The US antitrust agencies are requiring firms to turn over much more information about their transactions than before in an overhaul to merger rules that could delay deals by months.
(Bloomberg) — The US antitrust agencies are requiring firms to turn over much more information about their transactions than before in an overhaul to merger rules that could delay deals by months.
The revamp of the so-called Hart-Scott-Rodino filing process, a move by the Justice Department and the Federal Trade Commission to crack down on illegal mergers, could add as much as two to three months to the timetable for deals, according to one estimate.
The agencies say the overhaul, the first in 45 years, will allow them to “more effectively and efficiently screen transactions” for antitrust concerns.

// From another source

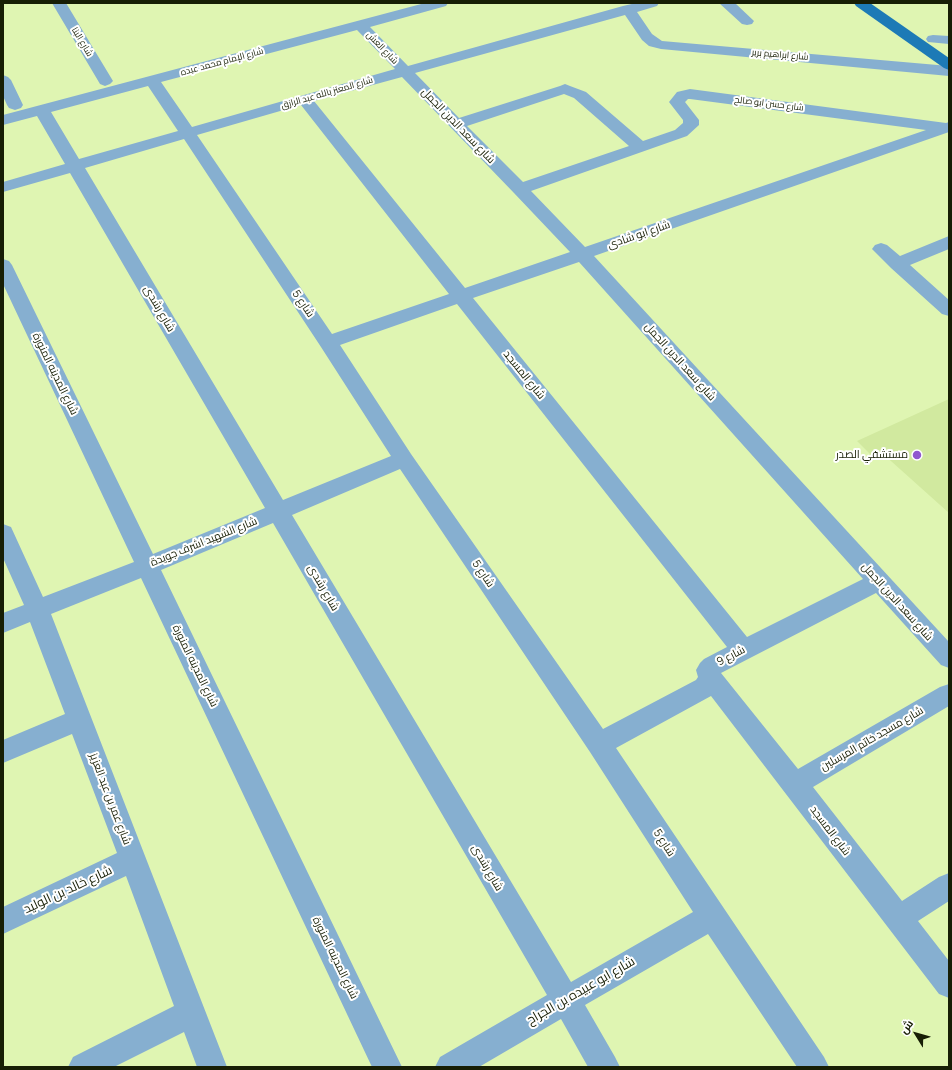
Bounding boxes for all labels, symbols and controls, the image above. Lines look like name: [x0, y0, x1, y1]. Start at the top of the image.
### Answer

Read the new merger-filing rules here.
The proposed changes, released Tuesday for publication in the Federal Register later this week, require details about acquisitions during the previous 10 years, information on company officers, directors and board observers, in addition to data on the firms’ workforce.
The agencies will take public comments on the proposed changes for 60 days. The new rules won’t go into effect until after the FTC and DOJ publish a final version, which is expected to take several months to complete.
The new filings also would require disclosure of subsidies such as grants and loans by certain foreign governments including North Korea, China, Russia, and Iran. Congress passed a law in December requiring the agencies to begin collecting information on foreign government subsidies amid concerns that countries like China could distort competition by offering financial support to some firms.
The FTC estimated the new requirements laid out in the 126-page document would add more than 100 hours to the time it takes for firms to prepare their filings, which they said currently takes about 37 hours to complete.
However, Bloomberg Intelligence senior analyst Jennifer Rie said companies will likely need much longer than that to compile all the information and analysis the agencies will now be seeking. Today, a law firm can complete paperwork for companies seeking antitrust approval to merge in seven to 10 days, said Rie. The proposed changes could add months to that process, bringing the US merger filing regime more in line with Europe’s, she said.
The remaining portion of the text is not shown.